Team: No.; Driver; Rounds
FRA DAMS: 1; DEU Christian Vietoris; All
2: ITA Edoardo Piscopo; All
BRA Piquet GP: 3; BGR Vladimir Arabadzhiev; 1
4: ITA Daniel Zampieri; 1
ITA Rapax: 3; BGR Vladimir Arabadzhiev; 2–4
4: ITA Daniel Zampieri; 2–3
BRA Luiz Razia: 4
ESP Barwa Addax Team: 5; GBR Max Chilton; 1, 3–4
NLD Giedo van der Garde: 2
6: BRA Luiz Razia; 1
MEX Sergio Pérez: 2–3
VEN Rodolfo González: 4
FRA ART Grand Prix: 7; SWE Marcus Ericsson; 1
FRA Jules Bianchi: 2–4
8: GBR Sam Bird; All
NLD Arden International: 11; FRA Charles Pic; All
12: VEN Rodolfo González; 1
ESP Javier Villa: 2–4
GBR Super Nova Racing: 14; GBR James Jakes; 1
SWE Marcus Ericsson: 2
USA Jake Rosenzweig: 3–4
15: CZE Josef Král; All
GBR iSport International: 16; GBR Oliver Turvey; All
17: ITA Davide Valsecchi; All
ITA Trident Racing: 18; VEN Johnny Cecotto Jr.; 1
ESP Dani Clos: 2, 4
ZAF Adrian Zaugg: 3
19: BGR Plamen Kralev; All
MYS MalaysiaQi-Meritus.com: 20; ITA Luca Filippi; All
21: BRA Diego Nunes; 1
USA Alexander Rossi: 2–4
PRT Ocean Racing Technology: 22; USA Alexander Rossi; 1
GBR Max Chilton: 2
NLD Yelmer Buurman: 3–4
23: CHE Fabio Leimer; All
ITA Scuderia Coloni: 24; ESP Roldán Rodríguez; 1
BRA Alberto Valerio: 2
PRT Álvaro Parente: 3–4
25: GBR Will Bratt; All
GBR DPR: 26; ROU Michael Herck; All
27: ITA Giacomo Ricci; All

==Calendar==
The season started with a two-day test over 23–24 October 2009 in Abu Dhabi at the new Yas Marina Circuit.
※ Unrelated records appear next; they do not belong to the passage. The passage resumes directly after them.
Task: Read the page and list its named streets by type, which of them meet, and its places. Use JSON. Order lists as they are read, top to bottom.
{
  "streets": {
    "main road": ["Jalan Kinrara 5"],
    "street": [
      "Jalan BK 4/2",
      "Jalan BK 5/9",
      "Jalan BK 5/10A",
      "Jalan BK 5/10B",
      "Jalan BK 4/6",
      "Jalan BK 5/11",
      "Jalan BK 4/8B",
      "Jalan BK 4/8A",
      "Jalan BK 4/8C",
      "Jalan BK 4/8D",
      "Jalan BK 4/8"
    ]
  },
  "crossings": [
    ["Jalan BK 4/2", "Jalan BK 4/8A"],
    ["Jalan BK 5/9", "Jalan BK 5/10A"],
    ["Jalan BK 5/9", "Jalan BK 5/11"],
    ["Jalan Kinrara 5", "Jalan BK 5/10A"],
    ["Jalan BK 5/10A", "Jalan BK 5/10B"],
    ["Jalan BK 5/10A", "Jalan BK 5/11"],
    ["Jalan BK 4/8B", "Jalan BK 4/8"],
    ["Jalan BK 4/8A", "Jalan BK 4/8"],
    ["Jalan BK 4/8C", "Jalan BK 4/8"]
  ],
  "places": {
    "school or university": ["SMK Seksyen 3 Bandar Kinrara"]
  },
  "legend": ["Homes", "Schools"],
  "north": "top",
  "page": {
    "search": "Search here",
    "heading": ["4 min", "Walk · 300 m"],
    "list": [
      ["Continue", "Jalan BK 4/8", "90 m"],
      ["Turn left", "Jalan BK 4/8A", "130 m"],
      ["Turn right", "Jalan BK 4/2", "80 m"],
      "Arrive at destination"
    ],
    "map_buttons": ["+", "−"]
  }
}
The series returned there a week later for the opening championship rounds, in support of the 2009 Abu Dhabi Grand Prix.

A further round took place in Abu Dhabi, before the series moved to Bahrain.

===Race Calendar and results===

| Round |  | Circuit | Date | Pole position | Fastest Lap | Winning driver | Winning team | Report |
| 1 | F | ARE Yas Marina Circuit | 31 October | ITA Davide Valsecchi | ITA Davide Valsecchi | ITA Davide Valsecchi | GBR iSport International | Report |
| S | 1 November |  | GBR Sam Bird | DEU Christian Vietoris | FRA DAMS |
| 2 | F | ARE Yas Marina Circuit | 5 February | FRA Charles Pic | BGR Vladimir Arabadzhiev | GBR Oliver Turvey | GBR iSport International | Report |
| S | 6 February |  | ITA Davide Valsecchi | ITA Davide Valsecchi | GBR iSport International |
| 3 | F | BHR Bahrain International Circuit (Grand Prix Circuit) | 26 February | FRA Jules Bianchi | ESP Javier Villa | ITA Davide Valsecchi | GBR iSport International | Report |
| S | 27 February |  | FRA Jules Bianchi | FRA Charles Pic | NLD Arden International |
| 4 | F | BHR Bahrain International Circuit (Endurance Circuit) | 13 March | ITA Luca Filippi | ITA Luca Filippi | ITA Luca Filippi | MYS MalaysiaQi-Meritus.com | Report |
| S | 14 March |  | FRA Jules Bianchi | ITA Giacomo Ricci | GBR DPR |
Source:

==Championship standings==
- Scoring system
Points are awarded to the top 8 classified finishers in the Feature race, and to the top 6 classified finishers in the Sprint race. The pole-sitter in the feature race will also receive two points, and one point is given to the driver who set the fastest lap inside the top ten in both the feature and sprint races. No extra points are awarded to the pole-sitter in the sprint race.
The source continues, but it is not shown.